── RECORDED DATA
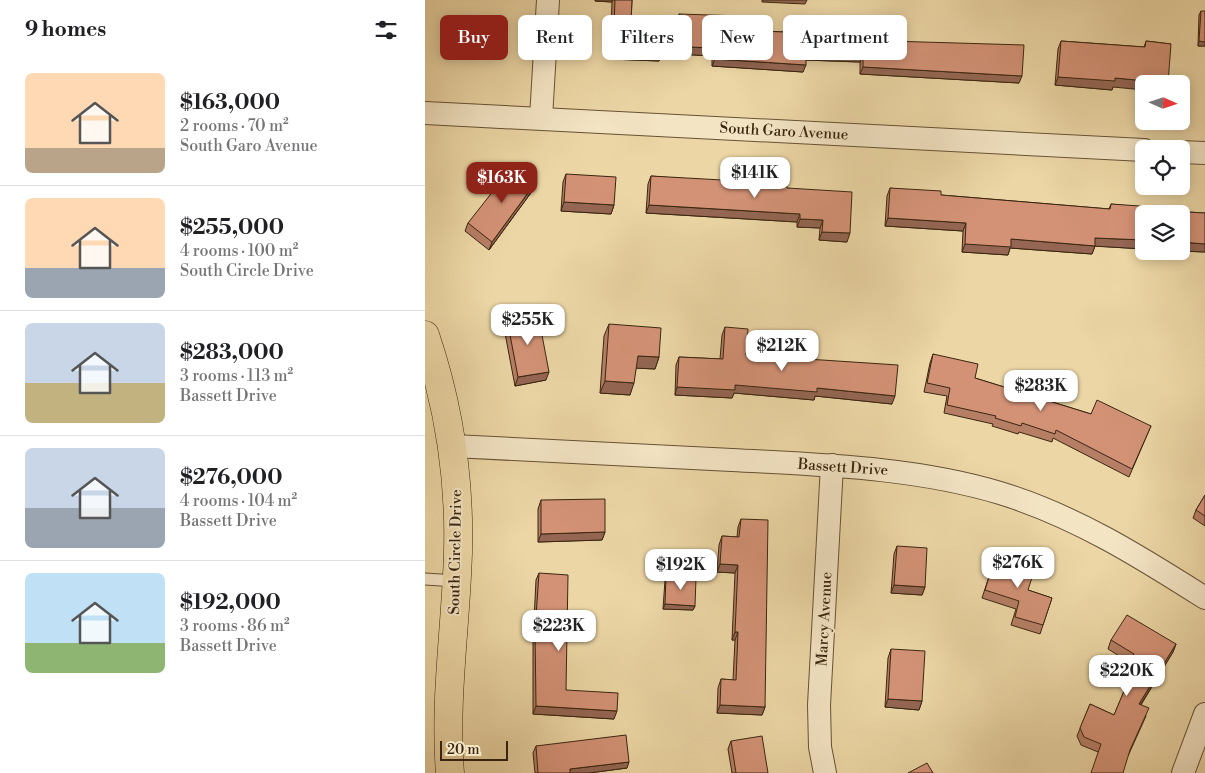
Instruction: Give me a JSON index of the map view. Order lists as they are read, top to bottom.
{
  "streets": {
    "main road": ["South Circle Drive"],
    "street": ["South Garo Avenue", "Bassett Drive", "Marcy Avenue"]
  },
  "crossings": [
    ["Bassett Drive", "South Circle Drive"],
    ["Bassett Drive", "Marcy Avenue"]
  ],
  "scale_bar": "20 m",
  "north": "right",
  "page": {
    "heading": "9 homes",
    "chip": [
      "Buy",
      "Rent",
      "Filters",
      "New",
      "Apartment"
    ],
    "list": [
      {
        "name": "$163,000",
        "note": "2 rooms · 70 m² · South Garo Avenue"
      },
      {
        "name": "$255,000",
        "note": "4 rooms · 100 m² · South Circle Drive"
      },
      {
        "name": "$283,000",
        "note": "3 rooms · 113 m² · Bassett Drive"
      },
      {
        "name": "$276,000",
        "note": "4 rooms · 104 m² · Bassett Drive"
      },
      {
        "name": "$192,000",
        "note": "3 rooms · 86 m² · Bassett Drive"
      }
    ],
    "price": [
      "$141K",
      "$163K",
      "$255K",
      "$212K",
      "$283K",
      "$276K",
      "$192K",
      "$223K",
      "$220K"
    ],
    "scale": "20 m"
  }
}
────
WHAT YOU HAVE TO DO
Please output every entry exactly as written, apart from the pictures.

SOLUTION TO THE EXERCISE
Instruction: Give me a JSON index of the map view. Order lists as they are read, top to bottom.
{
  "streets": {
    "main road": ["South Circle Drive"],
    "street": ["South Garo Avenue", "Bassett Drive", "Marcy Avenue"]
  },
  "crossings": [
    ["Bassett Drive", "South Circle Drive"],
    ["Bassett Drive", "Marcy Avenue"]
  ],
  "scale_bar": "20 m",
  "north": "right",
  "page": {
    "heading": "9 homes",
    "chip": [
      "Buy",
      "Rent",
      "Filters",
      "New",
      "Apartment"
    ],
    "list": [
      {
        "name": "$163,000",
        "note": "2 rooms · 70 m² · South Garo Avenue"
      },
      {
        "name": "$255,000",
        "note": "4 rooms · 100 m² · South Circle Drive"
      },
      {
        "name": "$283,000",
        "note": "3 rooms · 113 m² · Bassett Drive"
      },
      {
        "name": "$276,000",
        "note": "4 rooms · 104 m² · Bassett Drive"
      },
      {
        "name": "$192,000",
        "note": "3 rooms · 86 m² · Bassett Drive"
      }
    ],
    "price": [
      "$141K",
      "$163K",
      "$255K",
      "$212K",
      "$283K",
      "$276K",
      "$192K",
      "$223K",
      "$220K"
    ],
    "scale": "20 m"
  }
}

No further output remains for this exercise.